• How to complete this task:
Scan the data that follows and count the lines with the string "Apartment"; answer with the count alone.

[Information provided Boundary: Start]

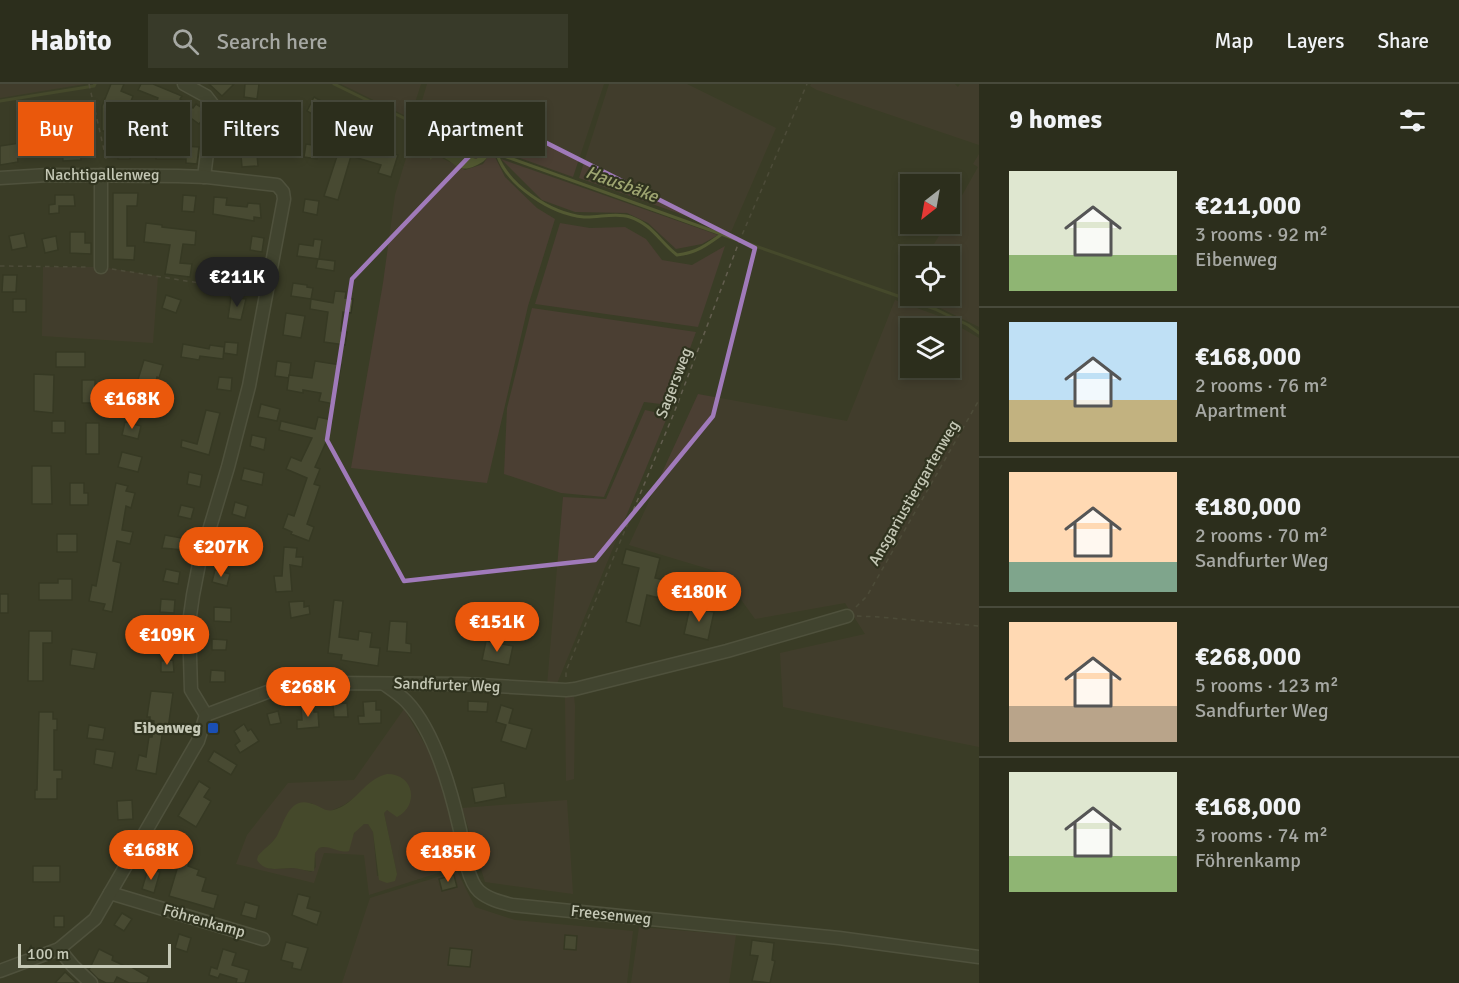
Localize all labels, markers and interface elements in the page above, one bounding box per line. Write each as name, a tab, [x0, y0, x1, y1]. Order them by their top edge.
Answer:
search box	[148, 14, 568, 68]
text: Habito	[30, 24, 112, 58]
icon: search	[169, 25, 202, 58]
text: Search here	[217, 28, 328, 55]
text: Map	[1215, 28, 1253, 54]
text: Layers	[1286, 28, 1344, 54]
text: Share	[1377, 28, 1429, 54]
chip: Buy	[18, 102, 94, 156]
chip: Rent	[106, 102, 190, 156]
chip: Filters	[202, 102, 301, 156]
chip: New	[313, 102, 394, 156]
chip: Apartment	[406, 102, 545, 156]
text: 9 homes	[1009, 104, 1102, 136]
icon: filters	[1396, 104, 1429, 137]
water label: Hausbäke	[583, 161, 662, 208]
street label: Nachtigallenweg	[44, 165, 160, 185]
north arrow	[900, 174, 960, 234]
map controls	[900, 174, 960, 378]
text: €211,000	[1195, 190, 1301, 222]
icon: home	[1057, 195, 1129, 267]
text: 3 rooms · 92 m²	[1195, 222, 1328, 247]
button: locate	[900, 246, 960, 306]
text: Eibenweg	[1195, 247, 1278, 272]
pin: €211K	[195, 257, 279, 308]
text: €211K	[209, 264, 265, 289]
button: layers	[900, 318, 960, 378]
text: €168,000	[1195, 341, 1301, 373]
street label: Sagersweg	[651, 345, 697, 421]
icon: home	[1057, 346, 1129, 418]
text: 2 rooms · 76 m²	[1195, 373, 1328, 398]
pin: €168K	[90, 379, 174, 430]
text: €168K	[104, 386, 160, 411]
text: Apartment	[1195, 398, 1287, 423]
street label: Ansgariustiergartenweg	[864, 417, 964, 569]
text: €180,000	[1195, 491, 1301, 523]
icon: home	[1057, 496, 1129, 568]
text: 2 rooms · 70 m²	[1195, 523, 1328, 548]
pin: €207K	[179, 527, 263, 578]
text: €207K	[193, 534, 249, 559]
text: Sandfurter Weg	[1195, 548, 1329, 573]
pin: €180K	[657, 572, 741, 623]
text: €180K	[671, 579, 727, 604]
pin: €151K	[455, 602, 539, 653]
text: €151K	[469, 609, 525, 634]
pin: €109K	[125, 615, 209, 666]
text: €109K	[139, 622, 195, 647]
text: €268,000	[1195, 641, 1301, 673]
icon: home	[1057, 646, 1129, 718]
pin: €268K	[266, 667, 350, 718]
street label: Sandfurter Weg	[393, 673, 501, 697]
text: 5 rooms · 123 m²	[1195, 673, 1339, 698]
text: €268K	[280, 674, 336, 699]
text: Sandfurter Weg	[1195, 698, 1329, 723]
place label: Eibenweg	[133, 718, 201, 738]
marker: Eibenweg	[206, 721, 220, 735]
text: €168,000	[1195, 791, 1301, 823]
icon: home	[1057, 796, 1129, 868]
text: 3 rooms · 74 m²	[1195, 823, 1328, 848]
pin: €168K	[109, 830, 193, 881]
pin: €185K	[406, 832, 490, 883]
text: €168K	[123, 837, 179, 862]
text: €185K	[420, 839, 476, 864]
text: Föhrenkamp	[1195, 848, 1301, 873]
street label: Föhrenkamp	[161, 900, 247, 942]
street label: Freesenweg	[570, 901, 652, 929]
scale bar	[18, 941, 171, 968]
text: 100 m	[27, 944, 69, 964]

[Information provided Boundary: End]

• Output of the exercise:
2